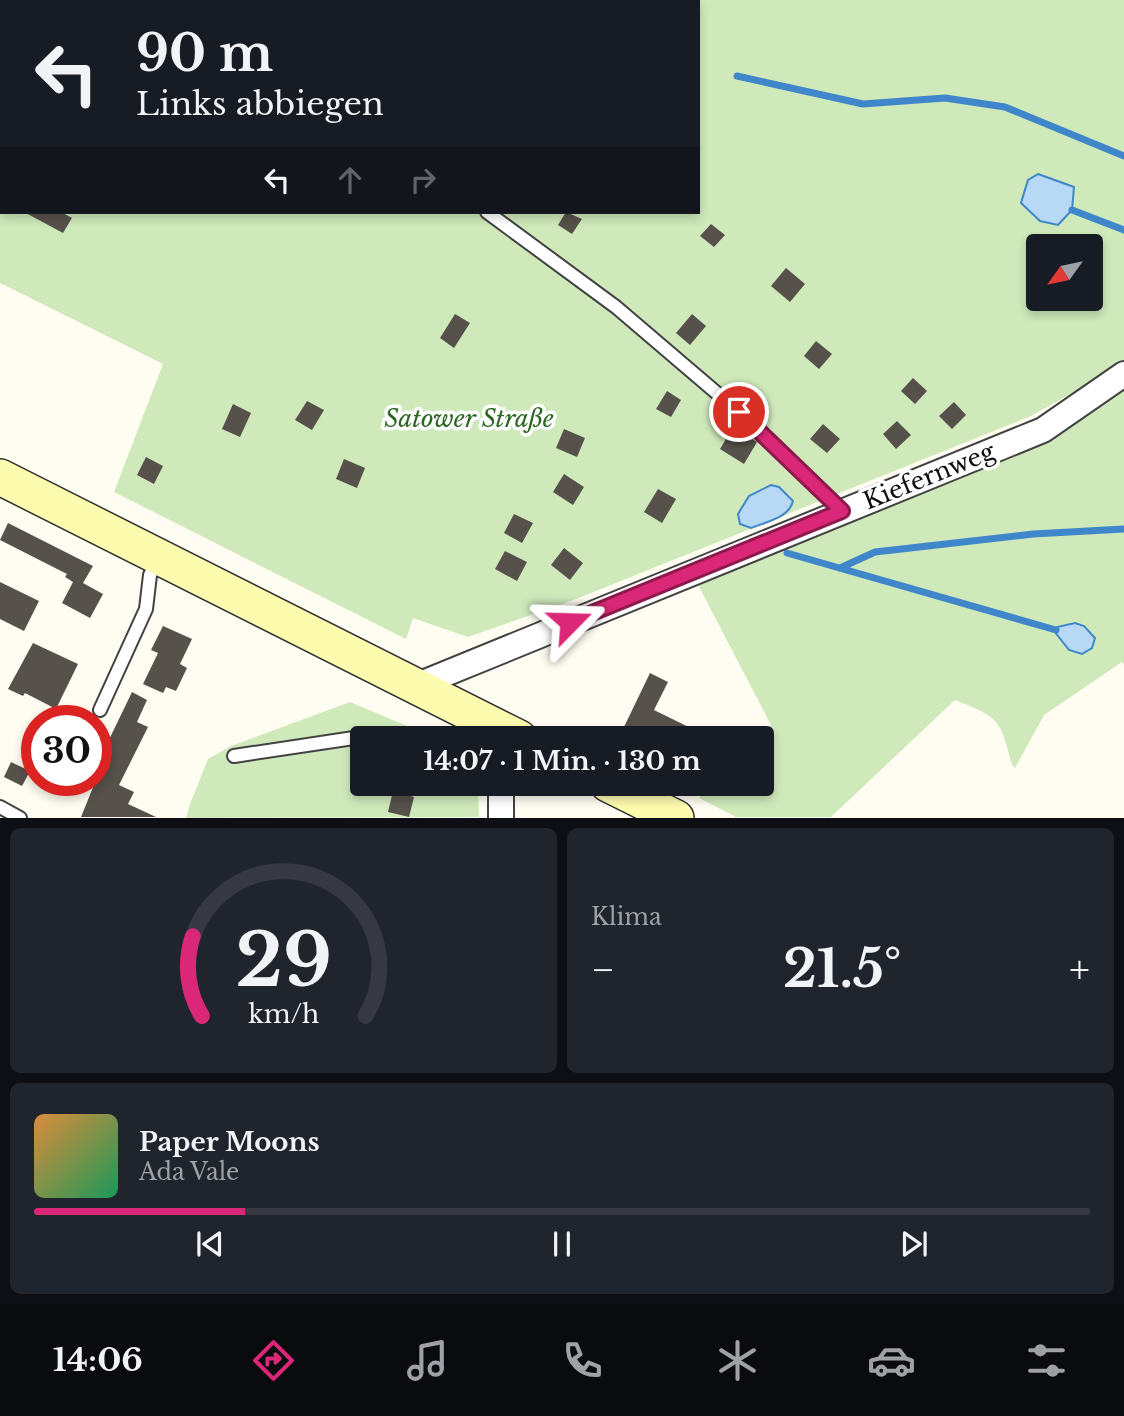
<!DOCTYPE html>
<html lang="de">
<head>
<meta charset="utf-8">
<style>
  body { margin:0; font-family:"Libre Baskerville",serif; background:#20242c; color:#f1f3f6; height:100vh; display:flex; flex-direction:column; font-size:26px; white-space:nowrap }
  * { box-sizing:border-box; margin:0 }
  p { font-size:23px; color:#9ea1a6 }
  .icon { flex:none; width:38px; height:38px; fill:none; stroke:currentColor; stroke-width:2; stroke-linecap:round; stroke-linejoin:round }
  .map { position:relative; height:818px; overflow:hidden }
  .details { display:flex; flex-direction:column; gap:10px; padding:10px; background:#0d0f14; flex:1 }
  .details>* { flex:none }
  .banner { position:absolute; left:0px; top:0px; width:700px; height:214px; box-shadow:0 4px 10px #0003; background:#171b24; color:#f1f3f6; overflow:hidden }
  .needle { width:46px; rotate:237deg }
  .fabs { position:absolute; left:1026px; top:234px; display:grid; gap:14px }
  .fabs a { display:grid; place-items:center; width:77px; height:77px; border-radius:7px; background:#171b24; box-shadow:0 4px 10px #0003; font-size:35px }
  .speed { position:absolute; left:21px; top:705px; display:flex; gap:14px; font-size:35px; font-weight:700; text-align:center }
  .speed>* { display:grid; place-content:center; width:91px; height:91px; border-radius:50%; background:#171b24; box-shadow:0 4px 10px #0003; line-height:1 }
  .speed .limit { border:10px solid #d22; background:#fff; color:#111 }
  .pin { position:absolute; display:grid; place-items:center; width:60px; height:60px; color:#fff; margin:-30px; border:4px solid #fff; border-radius:50%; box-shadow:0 2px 7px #0007 }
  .me { position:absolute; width:77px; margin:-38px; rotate:68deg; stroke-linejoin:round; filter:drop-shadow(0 0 5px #0008) }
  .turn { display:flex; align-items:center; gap:24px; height:147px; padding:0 21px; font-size:32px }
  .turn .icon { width:91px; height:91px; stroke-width:2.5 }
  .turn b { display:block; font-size:49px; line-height:60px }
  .lanes { display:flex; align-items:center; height:66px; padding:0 21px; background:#0003; justify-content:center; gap:35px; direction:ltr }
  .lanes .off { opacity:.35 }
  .big { font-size:52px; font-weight:800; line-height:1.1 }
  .details .tile { flex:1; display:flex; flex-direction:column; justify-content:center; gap:10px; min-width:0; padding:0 24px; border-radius:10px; background:#20242c }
  .details .dial { align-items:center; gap:0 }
  .dial svg { height:182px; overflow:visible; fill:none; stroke:#363941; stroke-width:7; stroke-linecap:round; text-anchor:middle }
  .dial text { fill:#f1f3f6; stroke:none }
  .song { display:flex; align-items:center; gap:21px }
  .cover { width:84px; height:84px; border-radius:10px; background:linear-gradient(135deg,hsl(30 70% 55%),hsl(150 70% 35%)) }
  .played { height:7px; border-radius:4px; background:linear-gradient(90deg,#db2777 20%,#363941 20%) }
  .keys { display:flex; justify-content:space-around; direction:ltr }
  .heat { display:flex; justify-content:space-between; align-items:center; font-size:38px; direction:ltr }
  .details .tiles { flex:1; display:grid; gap:10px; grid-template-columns:1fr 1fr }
  .tile:last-child { grid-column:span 2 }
  .trip { position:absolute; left:350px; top:726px; width:424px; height:70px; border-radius:7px; background:#171b24; box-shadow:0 4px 10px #0003; font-weight:800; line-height:70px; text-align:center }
  .dock { display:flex; height:112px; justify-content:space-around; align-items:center; background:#090b0e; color:#9ea1a6 }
  .dock .icon { width:49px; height:49px }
  .dock .selected { color:#db2777 }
  .dock b { font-size:32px; color:#f1f3f6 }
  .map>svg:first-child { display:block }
</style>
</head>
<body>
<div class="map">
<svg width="1124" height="818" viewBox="0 0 1124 818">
  <rect width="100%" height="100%" fill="#fffdf1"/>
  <!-- green -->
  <path fill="#cfe9bb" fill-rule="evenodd" d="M0,0H1124V364L1031,416L576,599L468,637L413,618L406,639L114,492L163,364L0,283ZM2,2H698V212H2ZM1038,247H1090V299H1038Z
    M1124,383V665L1122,662L1044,715L1015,768L1012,765C1000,718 999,718 955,700L831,817H736L699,798L713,784H761V738H758L771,725L695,579Z
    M350,702L436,738H362V784H478L479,817L186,818L190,804L208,759L231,746Z"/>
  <!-- water -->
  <path fill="#b7d9f5" stroke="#3f87ca" stroke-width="2" d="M1038,174L1074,187L1072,210L1058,225L1040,221L1021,203L1028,180Z
    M771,485L779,487L793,501C789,518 766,522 751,528L740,524L738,514L749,496Z
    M1075,623L1084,626L1095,638L1092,648L1082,654L1069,650L1055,632L1057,627Z"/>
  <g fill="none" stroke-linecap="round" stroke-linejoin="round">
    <!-- stream -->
    <path stroke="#3f87ca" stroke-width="7" d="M588,0L591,2
      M90,2L91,0
      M737,76L863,104L945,98L1005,107L1124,156
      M0,124L2,122
      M1072,210L1124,230
      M787,553L1056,630
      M840,568L875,552L1033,534L1124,529"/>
  </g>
  <!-- building -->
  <path fill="#57514b" d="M24,212H61L72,218L63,233Z
    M566,212L582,219L572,234L558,225Z
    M711,224L725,235L714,247L700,236Z
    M786,268L805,284L790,302L771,286Z
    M455,314L470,323L454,348L440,338Z
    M692,314L706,326L690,345L676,333Z
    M816,341L832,354L819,369L804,356Z
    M913,378L927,391L915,404L901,391Z
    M667,391L681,400L671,417L656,409Z
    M307,401L324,410L312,430L295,420Z
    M954,402L966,415L952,429L939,416Z
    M233,404L251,413L240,437L222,429Z
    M897,421L911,435L896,449L883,434Z
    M823,424L840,439L827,453L810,439Z
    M733,427L757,442L744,464L720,449Z
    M564,429L585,438L577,457L556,448Z
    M146,457L163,466L154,484L137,475Z
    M344,459L365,468L357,488L336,479Z
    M564,474L584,487L573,505L553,492Z
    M658,489L676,499L662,523L644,512Z
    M514,514L533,523L522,543L504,533Z
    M8,523L93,566L83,583L103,594L90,618L62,603L73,582L65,577L67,574L0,540Z
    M564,548L583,563L570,580L551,565Z
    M505,551L527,562L517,581L495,569Z
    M0,582L39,601L24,631L0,619Z
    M163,626L192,639L180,664L187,668L176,691L166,687L163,693L143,684L158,653L151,650Z
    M33,643L78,664L56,709L25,693L23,696L8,689Z
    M650,673L668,682L654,710L711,738H643L623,729Z
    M132,692L147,700L137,722L148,727L119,785L134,792L128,804L156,817H81L96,780V744L105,748Z
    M11,762L30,771L22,786L4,777Z
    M393,791L414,797L409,817L388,812Z"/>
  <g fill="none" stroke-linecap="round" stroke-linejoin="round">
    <!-- service casing -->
    <g stroke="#424242" stroke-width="16">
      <path id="service" d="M148,0L151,2
        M625,0L626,2
        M487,212L616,307L739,412L842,511
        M100,710L146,609L150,575L157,560
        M234,756L367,736L378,738
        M0,807L20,818"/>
    </g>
    <!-- minor casing -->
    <g stroke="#424242" stroke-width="28">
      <path id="minor" d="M37,2L39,0
        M0,52L2,50
        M413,687L1043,430L1124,374
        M501,784V818"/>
    </g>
    <!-- secondary casing -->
    <g stroke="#313131" stroke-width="38">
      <path id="secondary" d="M0,477L519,738
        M608,784L676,818"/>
    </g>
    <!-- service -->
    <use href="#service" stroke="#fff" stroke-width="12"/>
    <!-- minor -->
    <use href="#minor" stroke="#fff" stroke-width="24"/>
    <!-- secondary -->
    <use href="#secondary" stroke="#fdfbae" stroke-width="35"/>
  </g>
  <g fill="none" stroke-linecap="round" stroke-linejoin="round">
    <!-- route casing -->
    <g stroke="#8e194d" stroke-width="18">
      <path id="route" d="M570,622L842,511L739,412"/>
    </g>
    <!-- route -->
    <use href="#route" stroke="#db2777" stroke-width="12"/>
  </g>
  <g text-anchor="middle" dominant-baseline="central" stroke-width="7" stroke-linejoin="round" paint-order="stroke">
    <!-- park labels -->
    <g font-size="24" font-style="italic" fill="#296620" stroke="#fff">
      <text x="469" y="418">Satower Straße</text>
    </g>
    <!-- street labels -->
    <g font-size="24" fill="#0f0f0f" stroke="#fff">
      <text transform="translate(929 476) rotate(-22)">Kiefernweg</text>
    </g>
  </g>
</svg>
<div class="fabs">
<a><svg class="needle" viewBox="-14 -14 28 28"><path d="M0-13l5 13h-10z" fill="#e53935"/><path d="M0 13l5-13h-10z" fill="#9ea1a6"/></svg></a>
</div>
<div class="speed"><div class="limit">30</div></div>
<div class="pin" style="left:739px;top:412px;background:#d93025"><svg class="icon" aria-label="arrive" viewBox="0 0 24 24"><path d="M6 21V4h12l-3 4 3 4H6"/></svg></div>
<svg class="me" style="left:570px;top:622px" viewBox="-20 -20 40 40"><path d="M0-17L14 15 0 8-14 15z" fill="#db2777" stroke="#fff" stroke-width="4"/></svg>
<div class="trip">14:07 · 1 Min. · 130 m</div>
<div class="banner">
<div class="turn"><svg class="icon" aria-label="left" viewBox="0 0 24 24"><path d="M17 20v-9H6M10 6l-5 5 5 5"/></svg><div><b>90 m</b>Links abbiegen</div></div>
<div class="lanes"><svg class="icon" aria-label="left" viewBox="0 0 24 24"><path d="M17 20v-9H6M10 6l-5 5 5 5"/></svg><svg class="icon off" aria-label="ahead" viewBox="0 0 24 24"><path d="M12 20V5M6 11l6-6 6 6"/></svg><svg class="icon off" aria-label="right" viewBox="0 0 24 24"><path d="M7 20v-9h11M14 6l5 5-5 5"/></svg></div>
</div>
</div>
<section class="details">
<div class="tiles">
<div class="tile dial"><svg viewBox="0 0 100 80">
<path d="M14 69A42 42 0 1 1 86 69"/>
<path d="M14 69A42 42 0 0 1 10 34" stroke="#db2777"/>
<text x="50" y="56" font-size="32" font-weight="700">29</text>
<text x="50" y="72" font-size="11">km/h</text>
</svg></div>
<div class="tile"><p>Klima</p>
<div class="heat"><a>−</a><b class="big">21.5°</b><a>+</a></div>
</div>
<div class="tile">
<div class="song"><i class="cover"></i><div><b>Paper Moons</b><p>Ada Vale</p></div></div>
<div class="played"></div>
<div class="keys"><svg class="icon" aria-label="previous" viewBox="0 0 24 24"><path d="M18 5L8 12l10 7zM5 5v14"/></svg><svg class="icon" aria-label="pause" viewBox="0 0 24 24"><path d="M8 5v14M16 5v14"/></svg><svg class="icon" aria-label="next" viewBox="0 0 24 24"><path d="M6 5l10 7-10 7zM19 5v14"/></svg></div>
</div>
</div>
</section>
<nav class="dock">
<b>14:06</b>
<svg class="icon selected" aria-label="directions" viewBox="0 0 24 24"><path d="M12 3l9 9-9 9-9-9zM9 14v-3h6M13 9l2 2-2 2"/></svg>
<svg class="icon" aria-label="music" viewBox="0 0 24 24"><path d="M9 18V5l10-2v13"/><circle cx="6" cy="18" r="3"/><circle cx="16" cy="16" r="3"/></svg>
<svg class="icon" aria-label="phone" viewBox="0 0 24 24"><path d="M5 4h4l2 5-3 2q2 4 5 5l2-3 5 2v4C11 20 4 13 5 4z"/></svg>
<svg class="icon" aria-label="climate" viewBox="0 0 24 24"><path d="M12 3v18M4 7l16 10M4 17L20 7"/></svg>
<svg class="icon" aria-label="car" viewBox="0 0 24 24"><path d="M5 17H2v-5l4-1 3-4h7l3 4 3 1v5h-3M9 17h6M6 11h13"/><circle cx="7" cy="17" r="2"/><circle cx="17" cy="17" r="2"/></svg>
<svg class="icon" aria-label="filters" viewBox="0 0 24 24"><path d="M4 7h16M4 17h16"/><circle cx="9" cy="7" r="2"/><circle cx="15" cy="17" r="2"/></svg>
</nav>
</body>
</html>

:: TASK TO COMPLETE ::
Copy nothing past the line containing "display:block; font-size:49px; line-height:60px": reproduce every line from the start of the records up to it, skipping pictures.

:: RESPONSE BELOW ::
<!DOCTYPE html>
<html lang="de">
<head>
<meta charset="utf-8">
<style>
  body { margin:0; font-family:"Libre Baskerville",serif; background:#20242c; color:#f1f3f6; height:100vh; display:flex; flex-direction:column; font-size:26px; white-space:nowrap }
  * { box-sizing:border-box; margin:0 }
  p { font-size:23px; color:#9ea1a6 }
  .icon { flex:none; width:38px; height:38px; fill:none; stroke:currentColor; stroke-width:2; stroke-linecap:round; stroke-linejoin:round }
  .map { position:relative; height:818px; overflow:hidden }
  .details { display:flex; flex-direction:column; gap:10px; padding:10px; background:#0d0f14; flex:1 }
  .details>* { flex:none }
  .banner { position:absolute; left:0px; top:0px; width:700px; height:214px; box-shadow:0 4px 10px #0003; background:#171b24; color:#f1f3f6; overflow:hidden }
  .needle { width:46px; rotate:237deg }
  .fabs { position:absolute; left:1026px; top:234px; display:grid; gap:14px }
  .fabs a { display:grid; place-items:center; width:77px; height:77px; border-radius:7px; background:#171b24; box-shadow:0 4px 10px #0003; font-size:35px }
  .speed { position:absolute; left:21px; top:705px; display:flex; gap:14px; font-size:35px; font-weight:700; text-align:center }
  .speed>* { display:grid; place-content:center; width:91px; height:91px; border-radius:50%; background:#171b24; box-shadow:0 4px 10px #0003; line-height:1 }
  .speed .limit { border:10px solid #d22; background:#fff; color:#111 }
  .pin { position:absolute; display:grid; place-items:center; width:60px; height:60px; color:#fff; margin:-30px; border:4px solid #fff; border-radius:50%; box-shadow:0 2px 7px #0007 }
  .me { position:absolute; width:77px; margin:-38px; rotate:68deg; stroke-linejoin:round; filter:drop-shadow(0 0 5px #0008) }
  .turn { display:flex; align-items:center; gap:24px; height:147px; padding:0 21px; font-size:32px }
  .turn .icon { width:91px; height:91px; stroke-width:2.5 }
  .turn b { display:block; font-size:49px; line-height:60px }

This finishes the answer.